§ Material for the task:
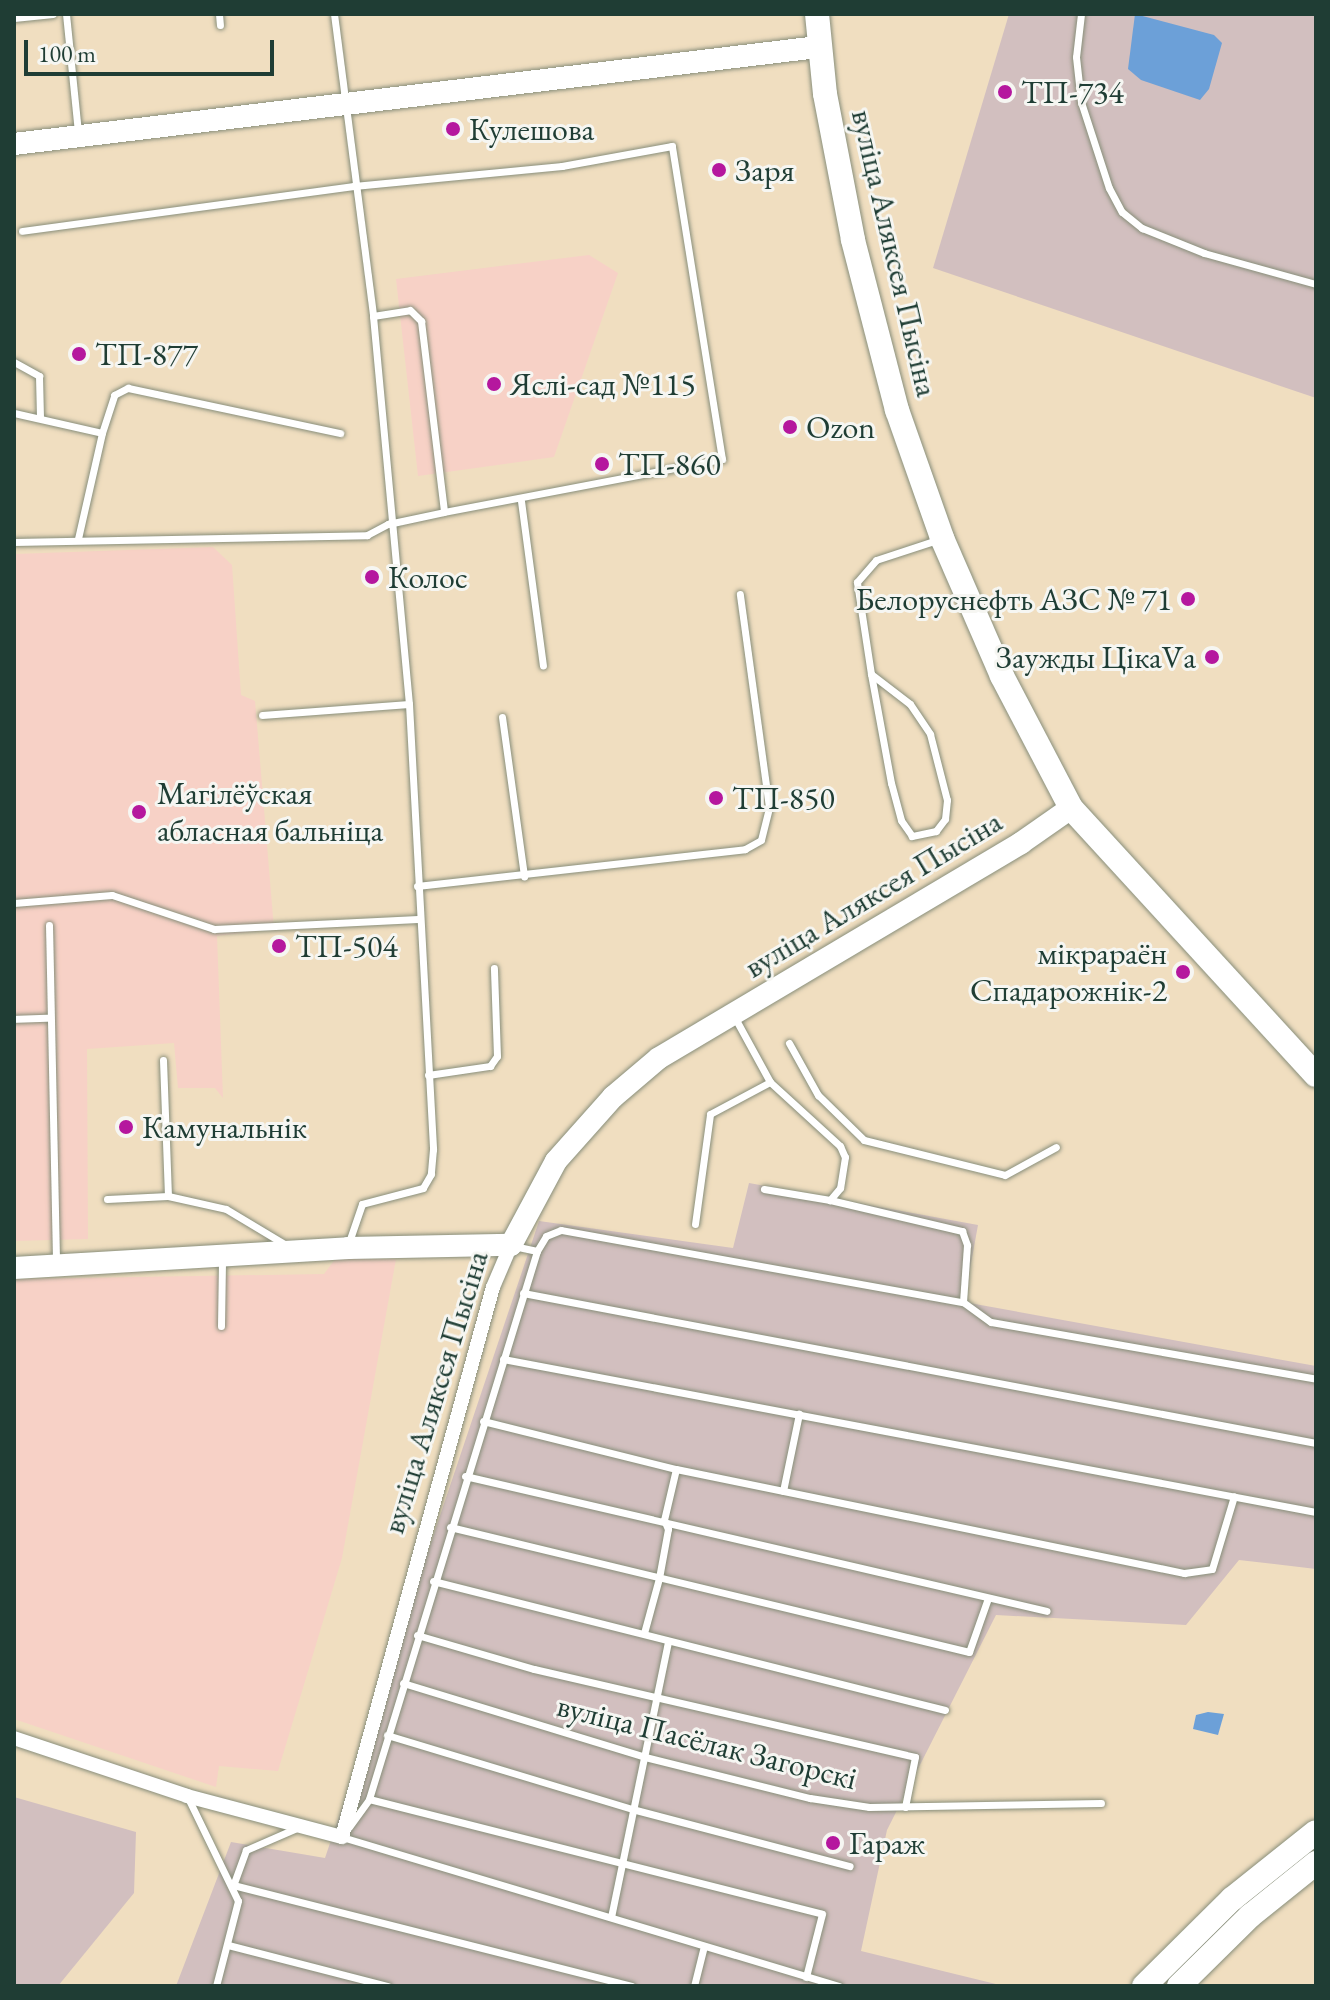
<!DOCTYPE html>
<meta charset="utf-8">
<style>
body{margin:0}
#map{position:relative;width:1330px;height:2000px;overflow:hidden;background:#f0dec0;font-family:"EB Garamond",serif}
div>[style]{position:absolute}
.built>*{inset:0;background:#f7d1c6}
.industrial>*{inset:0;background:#d2bfbf}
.water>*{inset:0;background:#6ca0d8}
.roads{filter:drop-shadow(0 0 2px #888e7a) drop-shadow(0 0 2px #888e7a)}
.service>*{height:7px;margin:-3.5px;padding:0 3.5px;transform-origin:3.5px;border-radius:3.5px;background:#fff}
.minor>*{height:14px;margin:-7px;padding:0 7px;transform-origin:7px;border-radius:7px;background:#fff}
.secondary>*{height:22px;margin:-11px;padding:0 11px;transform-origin:11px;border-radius:11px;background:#fff}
.primary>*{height:24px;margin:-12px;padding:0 12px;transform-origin:12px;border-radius:12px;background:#fff}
.dots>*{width:22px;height:22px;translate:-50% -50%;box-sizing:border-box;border:4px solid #f6f6f2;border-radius:50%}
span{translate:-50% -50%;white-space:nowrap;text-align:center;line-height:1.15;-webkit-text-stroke:6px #f6f6f2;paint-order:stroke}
.poi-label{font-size:32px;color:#1f3d34}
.left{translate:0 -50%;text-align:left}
.right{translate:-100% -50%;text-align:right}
.street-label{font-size:32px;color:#1f3d34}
.frame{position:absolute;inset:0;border:16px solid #1f3d34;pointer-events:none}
.scale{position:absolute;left:24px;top:40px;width:250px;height:36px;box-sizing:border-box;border:4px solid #1f3d34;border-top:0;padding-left:10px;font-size:24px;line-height:28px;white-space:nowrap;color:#1f3d34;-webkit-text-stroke:6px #f6f6f2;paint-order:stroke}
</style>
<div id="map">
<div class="built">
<div style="clip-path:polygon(589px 255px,618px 273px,554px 457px,418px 476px,396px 279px)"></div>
<div style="clip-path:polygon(213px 547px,232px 565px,241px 695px,255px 701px,274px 929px,217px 936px,223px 1098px,215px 1088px,178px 1088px,174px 1043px,87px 1049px,88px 1239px,14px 1241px,14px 554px)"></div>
<div style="clip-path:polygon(336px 1258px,396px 1259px,342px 1558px,278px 1771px,219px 1766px,216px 1787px,14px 1719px,14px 1279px,324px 1274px)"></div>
</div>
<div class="industrial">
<div style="clip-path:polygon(1009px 14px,1316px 14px,1316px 398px,933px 268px)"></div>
<div style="clip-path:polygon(749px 1183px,978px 1225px,964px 1302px,1316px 1366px,1316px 1569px,1239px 1560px,1186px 1625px,996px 1615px,887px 1830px,861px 1951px,1004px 1986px,176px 1986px,231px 1842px,325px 1858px,539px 1221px,733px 1248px)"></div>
<div style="clip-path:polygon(14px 1797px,136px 1832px,134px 1893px,58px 1986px,14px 1986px)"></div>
</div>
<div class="water">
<div style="clip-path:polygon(1135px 14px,1214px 35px,1222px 43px,1209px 89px,1200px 100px,1141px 80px,1128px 69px)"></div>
<div style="clip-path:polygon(1208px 1712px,1224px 1714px,1218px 1735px,1193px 1729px,1196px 1715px)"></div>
</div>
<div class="roads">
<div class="service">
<div style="left:66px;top:14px;width:120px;rotate:84.2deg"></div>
<div style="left:219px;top:14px;width:11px;rotate:85deg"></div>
<div style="left:334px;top:14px;width:305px;rotate:82.6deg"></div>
<div style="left:373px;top:316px;width:390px;rotate:84.7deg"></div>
<div style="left:409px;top:704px;width:446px;rotate:86.9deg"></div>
<div style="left:433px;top:1149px;width:25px;rotate:95deg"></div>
<div style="left:431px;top:1174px;width:16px;rotate:120deg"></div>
<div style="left:423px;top:1188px;width:63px;rotate:165.3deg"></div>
<div style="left:362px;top:1204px;width:43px;rotate:108.9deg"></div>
<div style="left:1081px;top:14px;width:43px;rotate:96.6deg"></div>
<div style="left:1076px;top:57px;width:45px;rotate:83.7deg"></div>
<div style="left:1081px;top:102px;width:90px;rotate:72deg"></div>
<div style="left:1109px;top:188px;width:27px;rotate:62deg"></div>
<div style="left:1122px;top:212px;width:26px;rotate:39deg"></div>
<div style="left:1142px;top:228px;width:67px;rotate:22deg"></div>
<div style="left:1204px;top:253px;width:116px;rotate:15.5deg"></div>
<div style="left:14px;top:18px;width:39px;rotate:-6deg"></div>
<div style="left:373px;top:316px;width:37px;rotate:-9deg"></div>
<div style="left:410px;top:310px;width:16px;rotate:45deg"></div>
<div style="left:421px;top:321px;width:192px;rotate:83.1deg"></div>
<div style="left:14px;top:362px;width:29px;rotate:29deg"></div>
<div style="left:39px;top:376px;width:42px;rotate:88.6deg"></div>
<div style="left:14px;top:413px;width:90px;rotate:12.8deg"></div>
<div style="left:102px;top:433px;width:109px;rotate:102.8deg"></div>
<div style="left:102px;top:433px;width:40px;rotate:-72deg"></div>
<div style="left:114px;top:395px;width:16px;rotate:-27deg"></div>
<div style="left:128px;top:388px;width:217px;rotate:12deg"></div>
<div style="left:521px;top:501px;width:166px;rotate:82.4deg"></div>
<div style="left:14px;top:542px;width:353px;rotate:-1.1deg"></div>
<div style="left:367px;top:535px;width:24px;rotate:-28deg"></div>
<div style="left:388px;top:524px;width:57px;rotate:-12.1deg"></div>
<div style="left:444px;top:512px;width:283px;rotate:-10.8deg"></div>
<div style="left:722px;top:459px;width:317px;rotate:-99.1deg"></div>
<div style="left:672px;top:146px;width:112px;rotate:169.7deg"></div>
<div style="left:562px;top:166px;width:209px;rotate:174.5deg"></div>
<div style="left:354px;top:186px;width:335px;rotate:172.3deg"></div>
<div style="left:871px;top:674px;width:49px;rotate:37.6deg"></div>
<div style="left:910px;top:704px;width:36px;rotate:56deg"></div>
<div style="left:930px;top:734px;width:68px;rotate:75.6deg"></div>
<div style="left:947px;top:800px;width:19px;rotate:96deg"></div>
<div style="left:945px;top:819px;width:15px;rotate:127deg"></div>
<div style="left:936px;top:831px;width:25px;rotate:168deg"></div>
<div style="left:912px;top:836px;width:19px;rotate:-125deg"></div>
<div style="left:901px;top:820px;width:38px;rotate:-105deg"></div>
<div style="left:891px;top:783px;width:111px;rotate:-100.4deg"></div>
<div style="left:871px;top:674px;width:93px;rotate:-98.7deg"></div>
<div style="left:857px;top:582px;width:29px;rotate:-49deg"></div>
<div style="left:876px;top:560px;width:67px;rotate:-18.2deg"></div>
<div style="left:262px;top:715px;width:147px;rotate:-4.3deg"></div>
<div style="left:502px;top:717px;width:161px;rotate:82.1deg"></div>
<div style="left:417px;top:886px;width:330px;rotate:-6.4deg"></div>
<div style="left:745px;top:849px;width:18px;rotate:-29deg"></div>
<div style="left:761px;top:840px;width:34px;rotate:-76deg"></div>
<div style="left:769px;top:807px;width:215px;rotate:-97.8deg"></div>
<div style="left:14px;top:903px;width:98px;rotate:-4.7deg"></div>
<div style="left:112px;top:895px;width:108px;rotate:18.4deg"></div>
<div style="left:214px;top:929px;width:204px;rotate:-2.8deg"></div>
<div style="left:49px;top:925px;width:338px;rotate:88.8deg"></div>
<div style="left:735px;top:1018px;width:73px;rotate:61.3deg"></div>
<div style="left:770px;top:1082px;width:95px;rotate:42.4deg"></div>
<div style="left:840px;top:1146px;width:12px;rotate:66deg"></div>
<div style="left:845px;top:1157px;width:31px;rotate:99deg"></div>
<div style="left:840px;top:1188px;width:16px;rotate:130deg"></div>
<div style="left:830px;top:1200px;width:67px;rotate:-170.5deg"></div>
<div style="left:14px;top:1019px;width:36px;rotate:-2deg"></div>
<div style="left:789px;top:1043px;width:60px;rotate:60.9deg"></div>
<div style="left:818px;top:1095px;width:64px;rotate:44.4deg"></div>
<div style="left:864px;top:1140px;width:145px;rotate:13.9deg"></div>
<div style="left:1005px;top:1175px;width:58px;rotate:-28.8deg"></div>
<div style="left:163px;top:1060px;width:136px;rotate:87.9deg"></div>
<div style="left:428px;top:1075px;width:63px;rotate:-8.3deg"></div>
<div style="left:490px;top:1066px;width:12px;rotate:-55deg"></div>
<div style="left:497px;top:1056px;width:88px;rotate:-92deg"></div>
<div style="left:107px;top:1199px;width:61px;rotate:-2.8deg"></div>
<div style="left:168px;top:1196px;width:59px;rotate:12.6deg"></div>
<div style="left:226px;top:1209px;width:70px;rotate:31deg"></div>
<div style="left:830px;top:1200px;width:136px;rotate:13.2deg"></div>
<div style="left:962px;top:1231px;width:15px;rotate:70deg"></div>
<div style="left:967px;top:1245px;width:57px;rotate:94deg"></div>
<div style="left:695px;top:1224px;width:111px;rotate:-82.2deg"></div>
<div style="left:710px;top:1114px;width:68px;rotate:-28.1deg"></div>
<div style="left:537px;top:1251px;width:17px;rotate:-59deg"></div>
<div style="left:546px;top:1236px;width:16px;rotate:-22deg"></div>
<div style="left:561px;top:1230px;width:408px;rotate:10.2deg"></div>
<div style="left:963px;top:1302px;width:34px;rotate:36deg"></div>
<div style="left:991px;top:1322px;width:330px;rotate:9.9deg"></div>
<div style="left:523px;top:1293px;width:807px;rotate:10.71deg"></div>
<div style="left:221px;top:1326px;width:66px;rotate:-89.1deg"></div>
<div style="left:503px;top:1359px;width:827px;rotate:10.66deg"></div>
<div style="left:483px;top:1421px;width:199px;rotate:14deg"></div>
<div style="left:676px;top:1469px;width:519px;rotate:11.57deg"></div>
<div style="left:1184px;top:1573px;width:28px;rotate:-8deg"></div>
<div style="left:1212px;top:1569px;width:76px;rotate:-73.2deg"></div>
<div style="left:465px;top:1476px;width:597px;rotate:13.06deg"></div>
<div style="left:783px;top:1491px;width:79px;rotate:-78.3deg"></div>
<div style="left:450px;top:1527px;width:534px;rotate:13.54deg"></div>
<div style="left:969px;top:1652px;width:57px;rotate:-70.6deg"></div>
<div style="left:433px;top:1581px;width:528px;rotate:14.14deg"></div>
<div style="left:644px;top:1633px;width:57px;rotate:-74.7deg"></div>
<div style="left:659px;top:1578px;width:50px;rotate:-79.6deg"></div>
<div style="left:668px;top:1529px;width:10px;rotate:-114deg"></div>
<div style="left:664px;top:1520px;width:52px;rotate:-76.8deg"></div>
<div style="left:417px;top:1635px;width:122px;rotate:16.2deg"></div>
<div style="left:534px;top:1669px;width:391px;rotate:13deg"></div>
<div style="left:915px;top:1757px;width:51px;rotate:101.3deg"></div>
<div style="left:403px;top:1683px;width:253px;rotate:17deg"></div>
<div style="left:645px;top:1757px;width:170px;rotate:14deg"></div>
<div style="left:810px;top:1798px;width:60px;rotate:8.7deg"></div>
<div style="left:869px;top:1807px;width:232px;rotate:-1deg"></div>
<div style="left:387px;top:1735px;width:256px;rotate:16.8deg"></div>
<div style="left:632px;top:1809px;width:225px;rotate:14.7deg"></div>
<div style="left:188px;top:1798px;width:114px;rotate:64.1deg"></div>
<div style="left:238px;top:1901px;width:88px;rotate:104.5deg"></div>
<div style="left:369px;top:1799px;width:467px;rotate:14.2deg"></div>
<div style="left:822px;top:1914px;width:65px;rotate:104.3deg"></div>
<div style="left:299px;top:1827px;width:58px;rotate:156.5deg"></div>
<div style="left:246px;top:1850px;width:37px;rotate:110deg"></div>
<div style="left:233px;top:1885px;width:411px;rotate:14.2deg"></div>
<div style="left:349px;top:1827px;width:34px;rotate:-54deg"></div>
<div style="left:369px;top:1799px;width:573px;rotate:-72.96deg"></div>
<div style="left:537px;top:1251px;width:24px;rotate:-168deg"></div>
<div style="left:342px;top:1837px;width:519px;rotate:16.69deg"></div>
<div style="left:611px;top:1917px;width:282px;rotate:-78.3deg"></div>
<div style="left:228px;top:1945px;width:165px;rotate:14.4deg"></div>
<div style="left:694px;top:1986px;width:38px;rotate:-76deg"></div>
</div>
<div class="minor">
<div style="left:14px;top:1738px;width:182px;rotate:18.5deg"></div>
<div style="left:187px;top:1796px;width:160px;rotate:14.8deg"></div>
<div style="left:342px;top:1837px;width:570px;rotate:-74.65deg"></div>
<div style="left:493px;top:1287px;width:46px;rotate:-66.8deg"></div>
</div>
<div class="secondary">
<div style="left:14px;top:144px;width:810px;rotate:-6.88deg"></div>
<div style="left:14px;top:1268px;width:335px;rotate:-3.4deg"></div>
<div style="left:348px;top:1248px;width:163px;rotate:-1.1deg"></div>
<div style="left:511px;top:1245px;width:95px;rotate:-61.8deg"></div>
<div style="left:556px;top:1161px;width:86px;rotate:-48.3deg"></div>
<div style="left:613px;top:1097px;width:60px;rotate:-40.3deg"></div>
<div style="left:659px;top:1058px;width:421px;rotate:-30.7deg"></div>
<div style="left:1021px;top:843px;width:61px;rotate:-35deg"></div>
</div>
<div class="primary">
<div style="left:817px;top:14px;width:80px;rotate:84.3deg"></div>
<div style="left:825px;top:94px;width:149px;rotate:79.1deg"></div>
<div style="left:853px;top:240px;width:176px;rotate:75.5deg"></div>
<div style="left:897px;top:410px;width:136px;rotate:70.6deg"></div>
<div style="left:942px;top:538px;width:150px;rotate:66.5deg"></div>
<div style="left:1002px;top:676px;width:149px;rotate:62.4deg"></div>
<div style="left:1071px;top:808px;width:362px;rotate:47.5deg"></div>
<div style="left:1144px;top:1986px;width:124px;rotate:-44.7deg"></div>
<div style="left:1232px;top:1899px;width:107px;rotate:-38.6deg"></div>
<div style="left:1179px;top:1986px;width:100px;rotate:-44.6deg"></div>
<div style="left:1250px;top:1916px;width:85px;rotate:-38.8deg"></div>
</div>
</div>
<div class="dots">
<div style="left:1005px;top:92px;background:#b5179e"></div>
<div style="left:453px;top:129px;background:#b5179e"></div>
<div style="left:719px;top:170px;background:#b5179e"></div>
<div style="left:79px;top:354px;background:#b5179e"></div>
<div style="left:494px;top:384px;background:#b5179e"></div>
<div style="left:790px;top:427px;background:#b5179e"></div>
<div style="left:602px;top:464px;background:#b5179e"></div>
<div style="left:372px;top:577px;background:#b5179e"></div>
<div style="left:1188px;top:599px;background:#b5179e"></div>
<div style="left:1212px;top:657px;background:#b5179e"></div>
<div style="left:716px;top:798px;background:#b5179e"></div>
<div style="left:139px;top:812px;background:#b5179e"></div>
<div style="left:279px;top:946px;background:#b5179e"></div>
<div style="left:1183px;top:972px;background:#b5179e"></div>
<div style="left:126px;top:1127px;background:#b5179e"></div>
<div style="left:833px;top:1843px;background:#b5179e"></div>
</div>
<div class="poi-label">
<span class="left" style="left:1021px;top:92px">ТП-734</span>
<span class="left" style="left:469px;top:129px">Кулешова</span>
<span class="left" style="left:735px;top:170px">Заря</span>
<span class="left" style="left:95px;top:354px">ТП-877</span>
<span class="left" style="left:510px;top:384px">Яслі-сад №115</span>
<span class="left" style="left:806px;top:427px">Ozon</span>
<span class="left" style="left:618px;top:464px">ТП-860</span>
<span class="left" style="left:388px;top:577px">Колос</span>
<span class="right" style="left:1172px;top:599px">Белоруснефть АЗС № 71</span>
<span class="right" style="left:1196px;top:657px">Заужды ЦікаVа</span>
<span class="left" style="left:157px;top:812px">Магілёўская<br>абласная бальніца</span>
<span class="left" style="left:732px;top:798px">ТП-850</span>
<span class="left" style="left:295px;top:946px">ТП-504</span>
<span class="right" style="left:1167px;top:972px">мікрараён<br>Спадарожнік-2</span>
<span class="left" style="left:142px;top:1127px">Камунальнік</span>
<span class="left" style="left:849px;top:1843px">Гараж</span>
</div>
<div class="street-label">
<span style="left:895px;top:253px;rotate:77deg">вуліца Аляксея Пысіна</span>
<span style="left:873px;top:894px;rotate:-31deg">вуліца Аляксея Пысіна</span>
<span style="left:435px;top:1392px;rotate:-73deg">вуліца Аляксея Пысіна</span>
<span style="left:707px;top:1742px;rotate:14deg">вуліца Пасёлак Загорскі</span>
</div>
<div class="frame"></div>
<div class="scale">100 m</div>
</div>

§ Exercise: Search the entries for the word "roads", then gather every line that has it.

§ Solution for this exercise:
.roads{filter:drop-shadow(0 0 2px #888e7a) drop-shadow(0 0 2px #888e7a)}
<div class="roads">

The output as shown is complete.